Wherever "controls" appears in the records below, copy the line that holds it.

----------------------------------------

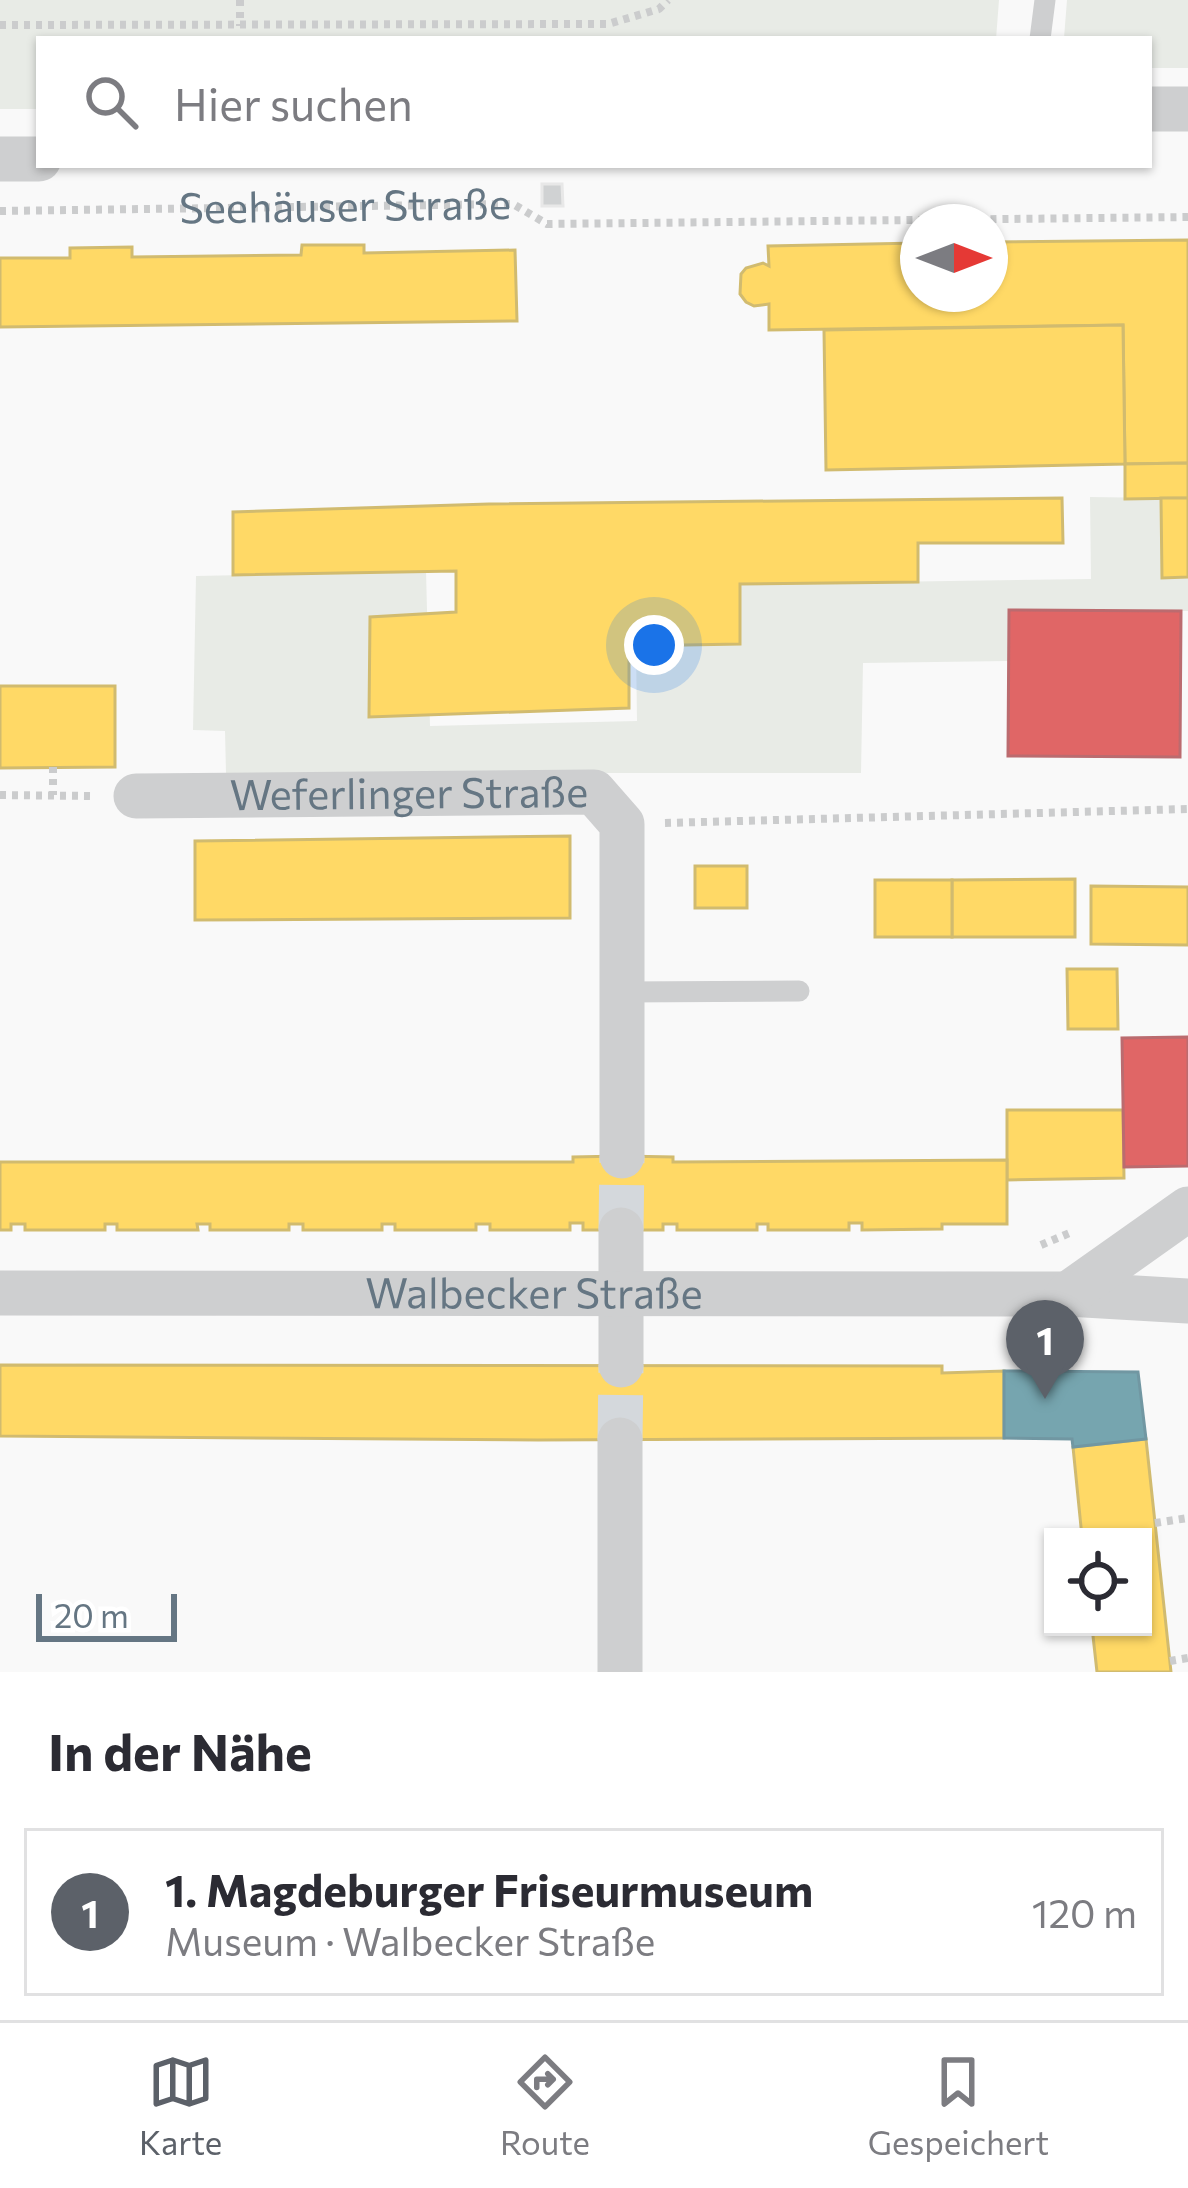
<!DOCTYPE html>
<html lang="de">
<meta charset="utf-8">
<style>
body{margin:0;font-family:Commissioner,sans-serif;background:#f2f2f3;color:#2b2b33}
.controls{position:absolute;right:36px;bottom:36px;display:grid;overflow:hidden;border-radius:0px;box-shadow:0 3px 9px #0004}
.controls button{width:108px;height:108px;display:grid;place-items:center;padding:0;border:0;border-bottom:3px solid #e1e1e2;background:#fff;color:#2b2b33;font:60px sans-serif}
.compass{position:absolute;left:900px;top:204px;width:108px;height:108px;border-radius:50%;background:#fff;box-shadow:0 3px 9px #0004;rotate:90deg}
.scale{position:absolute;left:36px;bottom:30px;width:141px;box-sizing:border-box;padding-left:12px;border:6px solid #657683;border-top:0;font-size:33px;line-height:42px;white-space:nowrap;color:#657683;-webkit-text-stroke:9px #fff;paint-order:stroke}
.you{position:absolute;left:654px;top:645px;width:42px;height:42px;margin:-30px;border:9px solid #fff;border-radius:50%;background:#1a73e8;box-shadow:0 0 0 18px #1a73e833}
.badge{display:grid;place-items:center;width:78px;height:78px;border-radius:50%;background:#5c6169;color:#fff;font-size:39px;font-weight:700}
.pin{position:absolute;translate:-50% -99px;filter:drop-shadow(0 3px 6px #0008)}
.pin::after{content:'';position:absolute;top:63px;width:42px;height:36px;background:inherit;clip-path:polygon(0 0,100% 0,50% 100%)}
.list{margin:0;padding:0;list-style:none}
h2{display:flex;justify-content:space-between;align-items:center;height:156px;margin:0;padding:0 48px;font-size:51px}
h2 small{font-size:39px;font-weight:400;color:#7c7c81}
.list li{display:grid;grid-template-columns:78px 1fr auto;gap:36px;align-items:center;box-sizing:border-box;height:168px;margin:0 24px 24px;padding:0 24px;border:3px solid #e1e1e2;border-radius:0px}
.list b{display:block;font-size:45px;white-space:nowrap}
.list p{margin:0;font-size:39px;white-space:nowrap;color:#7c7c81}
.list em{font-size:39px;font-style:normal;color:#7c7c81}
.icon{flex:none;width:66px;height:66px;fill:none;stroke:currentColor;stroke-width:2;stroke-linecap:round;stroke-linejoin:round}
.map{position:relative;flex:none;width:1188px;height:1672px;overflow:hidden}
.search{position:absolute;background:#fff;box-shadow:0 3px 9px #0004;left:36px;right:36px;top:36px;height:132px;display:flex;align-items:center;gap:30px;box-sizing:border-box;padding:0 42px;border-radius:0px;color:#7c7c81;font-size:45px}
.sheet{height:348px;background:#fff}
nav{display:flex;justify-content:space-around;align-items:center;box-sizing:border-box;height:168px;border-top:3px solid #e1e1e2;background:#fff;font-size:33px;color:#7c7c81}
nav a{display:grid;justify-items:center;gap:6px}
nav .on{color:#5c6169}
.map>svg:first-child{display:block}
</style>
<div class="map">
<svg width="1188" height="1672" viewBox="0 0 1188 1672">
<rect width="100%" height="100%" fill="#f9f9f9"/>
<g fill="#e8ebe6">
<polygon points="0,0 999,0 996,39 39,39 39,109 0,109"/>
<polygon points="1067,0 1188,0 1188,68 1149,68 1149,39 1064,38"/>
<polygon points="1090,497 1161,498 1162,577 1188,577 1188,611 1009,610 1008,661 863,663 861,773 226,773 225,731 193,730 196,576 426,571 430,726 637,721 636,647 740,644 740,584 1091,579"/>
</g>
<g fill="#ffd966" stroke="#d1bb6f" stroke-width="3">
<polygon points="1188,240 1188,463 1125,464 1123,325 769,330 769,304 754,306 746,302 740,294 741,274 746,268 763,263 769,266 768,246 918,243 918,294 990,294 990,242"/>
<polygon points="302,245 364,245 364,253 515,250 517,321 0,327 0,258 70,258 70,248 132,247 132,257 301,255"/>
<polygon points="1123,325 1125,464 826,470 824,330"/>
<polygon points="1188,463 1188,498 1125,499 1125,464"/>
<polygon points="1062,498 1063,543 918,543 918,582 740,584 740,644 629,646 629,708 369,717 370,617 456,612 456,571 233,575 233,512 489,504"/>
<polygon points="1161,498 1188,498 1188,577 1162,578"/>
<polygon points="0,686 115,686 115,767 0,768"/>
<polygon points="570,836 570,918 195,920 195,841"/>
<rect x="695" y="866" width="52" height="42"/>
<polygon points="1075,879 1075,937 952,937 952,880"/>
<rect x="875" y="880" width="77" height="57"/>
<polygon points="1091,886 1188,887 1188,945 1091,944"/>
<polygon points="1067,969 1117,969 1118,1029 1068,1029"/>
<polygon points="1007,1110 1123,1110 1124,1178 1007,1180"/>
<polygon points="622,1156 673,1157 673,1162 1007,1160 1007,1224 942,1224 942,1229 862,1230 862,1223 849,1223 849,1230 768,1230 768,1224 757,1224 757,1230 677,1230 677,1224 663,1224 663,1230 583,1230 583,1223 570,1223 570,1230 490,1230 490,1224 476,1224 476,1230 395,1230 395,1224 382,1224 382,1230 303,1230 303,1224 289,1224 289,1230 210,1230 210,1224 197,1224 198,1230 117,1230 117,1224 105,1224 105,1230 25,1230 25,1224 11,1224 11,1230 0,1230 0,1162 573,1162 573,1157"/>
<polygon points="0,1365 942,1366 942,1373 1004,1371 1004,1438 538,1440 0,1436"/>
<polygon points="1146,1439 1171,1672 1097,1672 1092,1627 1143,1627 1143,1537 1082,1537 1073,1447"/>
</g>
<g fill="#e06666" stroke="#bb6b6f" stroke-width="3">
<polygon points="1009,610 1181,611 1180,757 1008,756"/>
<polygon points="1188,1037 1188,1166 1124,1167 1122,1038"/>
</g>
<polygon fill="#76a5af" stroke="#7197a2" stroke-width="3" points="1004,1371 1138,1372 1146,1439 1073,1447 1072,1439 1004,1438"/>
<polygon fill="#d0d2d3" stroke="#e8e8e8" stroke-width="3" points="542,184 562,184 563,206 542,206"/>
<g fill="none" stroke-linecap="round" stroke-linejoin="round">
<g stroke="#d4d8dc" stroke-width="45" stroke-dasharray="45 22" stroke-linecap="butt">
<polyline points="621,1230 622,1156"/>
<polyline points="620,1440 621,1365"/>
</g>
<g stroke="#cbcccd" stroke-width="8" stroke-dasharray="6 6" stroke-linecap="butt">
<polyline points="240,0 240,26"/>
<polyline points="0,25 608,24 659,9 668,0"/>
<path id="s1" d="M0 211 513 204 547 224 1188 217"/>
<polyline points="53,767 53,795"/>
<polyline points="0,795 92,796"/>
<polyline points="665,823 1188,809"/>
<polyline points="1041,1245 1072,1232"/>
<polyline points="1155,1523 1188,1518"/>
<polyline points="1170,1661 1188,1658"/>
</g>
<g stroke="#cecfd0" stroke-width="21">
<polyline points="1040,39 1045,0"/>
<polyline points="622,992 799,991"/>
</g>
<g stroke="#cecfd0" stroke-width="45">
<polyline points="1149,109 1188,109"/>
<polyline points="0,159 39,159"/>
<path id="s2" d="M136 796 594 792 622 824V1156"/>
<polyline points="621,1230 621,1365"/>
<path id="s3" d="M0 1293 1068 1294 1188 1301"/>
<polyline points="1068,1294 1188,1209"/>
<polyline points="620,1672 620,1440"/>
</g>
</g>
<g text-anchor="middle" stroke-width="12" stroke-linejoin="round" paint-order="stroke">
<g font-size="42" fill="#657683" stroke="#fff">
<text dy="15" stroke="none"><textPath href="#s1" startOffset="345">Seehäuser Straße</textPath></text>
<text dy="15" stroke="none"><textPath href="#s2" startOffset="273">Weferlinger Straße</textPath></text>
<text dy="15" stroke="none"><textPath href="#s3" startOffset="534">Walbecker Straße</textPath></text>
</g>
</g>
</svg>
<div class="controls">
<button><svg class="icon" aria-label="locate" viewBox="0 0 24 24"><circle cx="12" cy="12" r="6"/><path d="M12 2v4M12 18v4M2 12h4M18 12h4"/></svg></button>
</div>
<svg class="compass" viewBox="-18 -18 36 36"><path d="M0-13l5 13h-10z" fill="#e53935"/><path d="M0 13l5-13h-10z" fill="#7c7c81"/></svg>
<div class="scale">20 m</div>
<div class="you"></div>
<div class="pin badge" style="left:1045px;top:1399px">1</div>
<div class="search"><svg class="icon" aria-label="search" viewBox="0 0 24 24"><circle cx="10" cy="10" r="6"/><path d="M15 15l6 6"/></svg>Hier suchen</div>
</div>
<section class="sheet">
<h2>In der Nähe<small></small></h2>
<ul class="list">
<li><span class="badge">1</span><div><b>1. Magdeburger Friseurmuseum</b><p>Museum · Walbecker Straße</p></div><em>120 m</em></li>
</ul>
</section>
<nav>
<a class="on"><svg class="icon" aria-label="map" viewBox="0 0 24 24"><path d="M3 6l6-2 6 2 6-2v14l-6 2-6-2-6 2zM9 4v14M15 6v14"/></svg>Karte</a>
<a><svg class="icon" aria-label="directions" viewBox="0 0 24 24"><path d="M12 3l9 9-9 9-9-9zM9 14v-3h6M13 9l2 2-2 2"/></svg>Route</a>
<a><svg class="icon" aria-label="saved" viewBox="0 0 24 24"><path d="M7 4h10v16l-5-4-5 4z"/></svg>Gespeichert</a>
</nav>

----------------------------------------

(Finished task):
.controls{position:absolute;right:36px;bottom:36px;display:grid;overflow:hidden;border-radius:0px;box-shadow:0 3px 9px #0004}
.controls button{width:108px;height:108px;display:grid;place-items:center;padding:0;border:0;border-bottom:3px solid #e1e1e2;background:#fff;color:#2b2b33;font:60px sans-serif}
<div class="controls">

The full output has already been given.